Collection entries
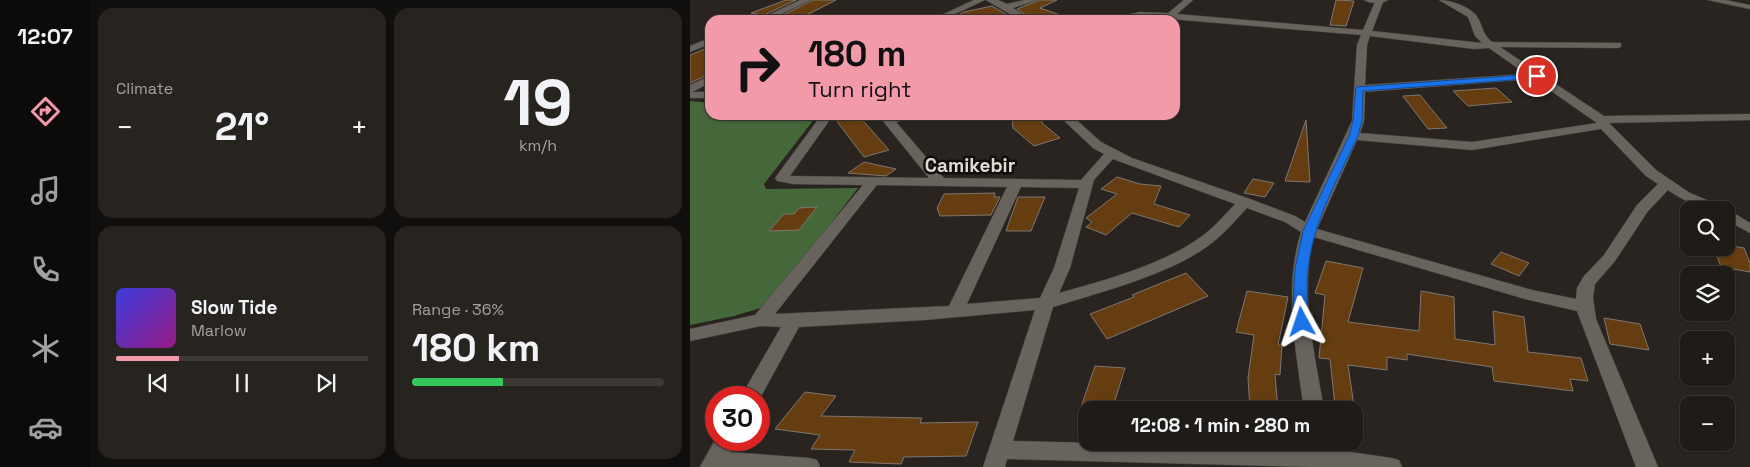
<!DOCTYPE html>
<meta charset="utf-8">
<style>
:root{--surface:#1f1b17;--page:#272420;--text:#f1f3f6;--muted:#a1a1a1;--line:#3c3936;--accent:#f39aaa}
body{margin:0;font-family:"Space Grotesk",sans-serif;background:var(--page);color:var(--text);height:100vh;display:flex;flex-direction:column;font-size:19px;white-space:nowrap}
*{box-sizing:border-box;margin:0}
p{font-size:16px;color:var(--muted)}
.icon{flex:none;width:28px;height:28px;fill:none;stroke:currentColor;stroke-width:2;stroke-linecap:round;stroke-linejoin:round}
.map{position:relative;flex:1;overflow:hidden}
.drawer{display:flex;flex-direction:column;gap:8px;padding:8px;background:#110f0d;width:600px}
.drawer>*{flex:none}
.hud{position:absolute;left:15px;top:15px;width:475px;height:105px;border-radius:15px;box-shadow:0 1px 4px #0004,0 0 0 1px var(--line);background:#f39aaa;color:#111;overflow:hidden}
.buttons{position:absolute;left:990px;top:201px;display:grid;gap:10px}
.buttons a{display:grid;place-items:center;width:55px;height:55px;border-radius:10px;background:var(--surface);box-shadow:0 1px 4px #0004,0 0 0 1px var(--line);font-size:25px}
.speed{position:absolute;left:15px;top:386px;display:flex;gap:10px;font-size:25px;font-weight:700;text-align:center}
.speed>*{display:grid;place-content:center;width:65px;height:65px;border-radius:50%;background:var(--surface);box-shadow:0 1px 4px #0004,0 0 0 1px var(--line);line-height:1}
.speed .limit{border:8px solid #d22;background:#fff;color:#111}
.pin{position:absolute;display:grid;place-items:center;width:42px;height:42px;color:#fff;margin:-21px;border:2px solid #fff;border-radius:50%;box-shadow:0 1px 5px #0007}
.me{position:absolute;width:55px;margin:-28px;rotate:355deg;stroke-linejoin:round;filter:drop-shadow(0 0 4px #0008)}
.turn{display:flex;align-items:center;gap:18px;height:105px;padding:0 20px;font-size:22px}
.turn .icon{width:65px;height:65px;stroke-width:2.5}
.turn b{display:block;font-size:35px;line-height:42px}
.big{font-size:38px;font-weight:700;line-height:1.1}
.drawer .card{flex:1;display:flex;flex-direction:column;justify-content:center;gap:8px;min-width:0;padding:0 18px;border-radius:15px;background:var(--page)}
.drawer .dial{align-items:center;gap:0}
.dial b{font-size:65px;line-height:1}
.song{display:flex;align-items:center;gap:15px}
.cover{width:60px;height:60px;border-radius:8px;background:linear-gradient(135deg,hsl(240 70% 55%),hsl(310 70% 35%))}
.played{height:5px;border-radius:2px;background:linear-gradient(90deg,var(--accent) 25%,var(--line) 25%)}
.keys{display:flex;justify-content:space-around;direction:ltr}
.heat{display:flex;justify-content:space-between;align-items:center;font-size:28px;direction:ltr}
.charge{height:8px;border-radius:4px;background:linear-gradient(90deg,#34c759 36%,var(--line) 0)}
.drawer .tiles{flex:1;display:grid;gap:8px;grid-template-columns:repeat(2,1fr)}
.trip{position:absolute;left:388px;top:401px;width:285px;height:50px;border-radius:15px;background:var(--surface);box-shadow:0 1px 4px #0004,0 0 0 1px var(--line);font-weight:700;line-height:50px;text-align:center}
main{display:flex;flex:1;min-height:0}
.tab-bar{display:flex;flex-direction:column;width:90px;justify-content:space-around;align-items:center;background:#0c0b09;color:var(--muted)}
.tab-bar .icon{width:35px;height:35px}
.tab-bar .current{color:var(--accent)}
.tab-bar b{font-size:22px;color:var(--text)}
.map>svg:first-child{display:block}
.forest{fill:#45683b}
.building{fill:#653d11;stroke:#7e7771}
.lines{fill:none;stroke-linecap:round;stroke-linejoin:round}
.street-casing{stroke:#46423d;stroke-width:1}
.secondary-casing{stroke:#46423d;stroke-width:1}
.street{fill:#68635d;fill-rule:evenodd}
.secondary{fill:#68635d;fill-rule:evenodd}
.route{fill:#1a73e8;stroke:#114b97}
.labels{text-anchor:middle;dominant-baseline:central;stroke-width:5;stroke-linejoin:round;paint-order:stroke}
.district-label{font-size:19px;font-weight:bold;fill:#e1dad3;stroke:#100e0b}
</style>
<main>
<nav class="tab-bar">
<b>12:07</b>
<svg class="icon current" aria-label="directions" viewBox="0 0 24 24"><path d="M12 3l9 9-9 9-9-9zM9 14v-3h6M13 9l2 2-2 2"/></svg>
<svg class="icon" aria-label="music" viewBox="0 0 24 24"><path d="M9 18V5l10-2v13"/><circle cx="6" cy="18" r="3"/><circle cx="16" cy="16" r="3"/></svg>
<svg class="icon" aria-label="phone" viewBox="0 0 24 24"><path d="M5 4h4l2 5-3 2q2 4 5 5l2-3 5 2v4C11 20 4 13 5 4z"/></svg>
<svg class="icon" aria-label="climate" viewBox="0 0 24 24"><path d="M12 3v18M4 7l16 10M4 17L20 7"/></svg>
<svg class="icon" aria-label="car" viewBox="0 0 24 24"><path d="M5 17H2v-5l4-1 3-4h7l3 4 3 1v5h-3M9 17h6M6 11h13"/><circle cx="7" cy="17" r="2"/><circle cx="17" cy="17" r="2"/></svg>
</nav>
<section class="drawer">
<div class="tiles">
<div class="card"><p>Climate</p>
<div class="heat"><a>−</a><b class="big">21°</b><a>+</a></div>
</div>
<div class="card dial"><b>19</b><p>km/h</p></div>
<div class="card">
<div class="song"><i class="cover"></i><div><b>Slow Tide</b><p>Marlow</p></div></div>
<div class="played"></div>
<div class="keys"><svg class="icon" aria-label="previous" viewBox="0 0 24 24"><path d="M18 5L8 12l10 7zM5 5v14"/></svg><svg class="icon" aria-label="pause" viewBox="0 0 24 24"><path d="M8 5v14M16 5v14"/></svg><svg class="icon" aria-label="next" viewBox="0 0 24 24"><path d="M6 5l10 7-10 7zM19 5v14"/></svg></div>
</div>
<div class="card"><p>Range · 36%</p><b class="big">180 km</b><div class="charge"></div></div>
</div>
</section>
<div class="map">
<svg width="1060" height="467" viewBox="0 0 1060 467">
<rect width="100%" height="100%" fill="#29241f"/>
<!-- forest -->
<path class="forest" d="M0 101 20 103V115H118L122 122 74 184 76 189 168 188 77 306 44 316 0 325Z"/>
<!-- building -->
<g class="building">
<path d="M96 0H106L74 15 61 13Z"/>
<path d="M123 0H146L107 20 89 17Z"/>
<path d="M350 0H367L350 8 379 18 378 20H344L327 9Z"/>
<path d="M646 0 664 1 656 26 640 25Z"/>
<path d="M302 6 326 20H267L266 16 274 12Z"/>
<path d="M20 47V74L0 83V55Z"/>
<path d="M806 88 822 102 778 106 763 91Z"/>
<path d="M730 95 757 128 738 129 713 96Z"/>
<path d="M168 115 184 133 199 150 174 157 146 120Z"/>
<path d="M322 115H351L352 123 370 138 344 146 323 128Z"/>
<path d="M616 120 620 182 595 181Z"/>
<path d="M174 162 206 169 196 176 158 173Z"/>
<path d="M427 177 450 184 471 186 464 204 500 215 489 227 442 213 416 235 396 227 402 222 396 218 427 194 411 189Z"/>
<path d="M563 179 584 183 575 197 554 193Z"/>
<path d="M305 193 304 197H310L301 215 250 216 247 208 254 194Z"/>
<path d="M328 197H355L341 231H316Z"/>
<path d="M127 207 109 230 79 231 94 214H104L109 208Z"/>
<path d="M1036 245 1054 248 1060 263V272L1031 267 1024 248H1036Z"/>
<path d="M811 252 839 263 829 276 801 264Z"/>
<path d="M636 261 673 268 658 322 729 331 731 291 764 297 765 339 805 345 803 311 834 317 838 352 891 358 898 381 880 379 883 391 804 381 802 367 717 354V360L697 357V370L658 365 664 406H645L640 359 629 358 635 295 625 293Z"/>
<path d="M496 273 518 296 417 339 400 314 444 297 442 295Z"/>
<path d="M557 291 598 297 588 345H592L590 375 585 374 588 410H560L558 378 564 335 546 332Z"/>
<path d="M914 318 950 324 959 350 920 344Z"/>
<path d="M405 366 435 368 422 410H390Z"/>
<path d="M115 392 146 396 131 416 232 418 230 423 288 422 276 456 214 457 211 464 159 462 165 450 121 449 130 435 85 429Z"/>
</g>
<g class="lines">
<defs>
<g id="street">
<path d="M110 0H121L79 20H68Z"/>
<path d="M284 0H295L252 20H241Z"/>
<path d="M296 0H308L317 4 334 0H348L323 8 342 20H330Z"/>
<path d="M494 0H503L487 14 673 30 685 2 691 0 693 2 682 31 792 43 785 36 778 17 749 0C760 0 778 6 786 15 793 24 791 33 802 42L931 43V47L928 48 810 47 914 116 1060 114V120L919 123 966 170 1000 193 1034 207 1060 223V233L1036 220V210C1014 210 996 203 978 190L958 211 925 261 905 284 903 297 906 319 968 467H946L887 311 835 299 624 237C609 293 625 354 634 410H614C606 351 593 290 611 232L595 222 557 208C544 222 533 235 518 246 478 275 411 292 363 307L323 441 619 448 618 442H639L640 449 701 458 709 460 712 467H623L317 459 315 467H293L345 310 235 320 109 327 69 400V398H50L91 327 71 326 0 341V329L65 315 173 185 103 184 87 181 85 178 127 121 123 115H135L139 121 100 176 239 178 188 115H231L229 117 206 122 254 178 391 180 414 154 403 148 368 115H381L411 142 442 158 560 199 605 216 615 222 662 121 667 45 671 35 480 19 417 20 449 12 478 13ZM680 36 784 49 799 48 836 74 675 85 677 45ZM844 79 907 123 782 142 670 133 674 121 675 92ZM911 129 956 176 968 184 947 205 914 255 894 276 887 288 886 299 842 290 627 229 667 140 782 150ZM423 159 545 204C533 217 521 231 505 241 465 267 415 280 369 293L380 268 404 180ZM187 185 317 187 259 306 85 314ZM331 187 389 188 364 268 350 298 277 304Z"/>
<path d="M20 38V44L0 52V46Z"/>
<path d="M20 76V83L2 92H20V98H0V85Z"/>
<path d="M26 438V440H47L40 452 119 458 127 460 130 467H10Z"/>
</g>
<g id="secondary">
<path d="M674 0H698C693 4 679 4 674 0Z"/>
<path d="M1018 0H1035L1060 5V9Z"/>
</g>
</defs>
<!-- street casing -->
<use href="#street" class="street-casing"/>
<!-- secondary casing -->
<use href="#secondary" class="secondary-casing"/>
<!-- street -->
<use href="#street" class="street"/>
<!-- secondary -->
<use href="#secondary" class="secondary"/>
</g>
<!-- route -->
<path class="route" d="M847 74 851 76 850 78 673 91 672 121 668 136C648 179 623 221 618 269 616 279 619 321 617 326H607L603 305 605 269 613 231 659 136 663 121 666 87Z"/>
<g class="labels">
<!-- district labels -->
<g class="district-label">
<text x="280" y="165">Camikebir</text>
</g>
</g>
</svg>
<div class="buttons">
<a><svg class="icon" aria-label="search" viewBox="0 0 24 24"><circle cx="10" cy="10" r="6"/><path d="M15 15l6 6"/></svg></a>
<a><svg class="icon" aria-label="layers" viewBox="0 0 24 24"><path d="M12 4l9 5-9 5-9-5zM3 14l9 5 9-5"/></svg></a>
<a>+</a>
<a>−</a>
</div>
<div class="speed"><div class="limit">30</div></div>
<div class="pin" style="left:847px;top:76px;background:#d93025"><svg class="icon" aria-label="arrive" viewBox="0 0 24 24"><path d="M6 21V4h12l-3 4 3 4H6"/></svg></div>
<svg class="me" style="left:612px;top:322px" viewBox="-20 -20 40 40"><path d="M0-17L14 15 0 8-14 15z" fill="#1a73e8" stroke="#fff" stroke-width="4"/></svg>
<div class="trip">12:08 · 1 min · 280 m</div>
<div class="hud">
<div class="turn"><svg class="icon" aria-label="right" viewBox="0 0 24 24"><path d="M7 20v-9h11M14 6l5 5-5 5"/></svg><div><b>180 m</b>Turn right</div></div>
</div>
</div>
</main>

• **What you should do**: All lines above that hold the string "linecap" should be copied.

• **Your response**:
.icon{flex:none;width:28px;height:28px;fill:none;stroke:currentColor;stroke-width:2;stroke-linecap:round;stroke-linejoin:round}
.lines{fill:none;stroke-linecap:round;stroke-linejoin:round}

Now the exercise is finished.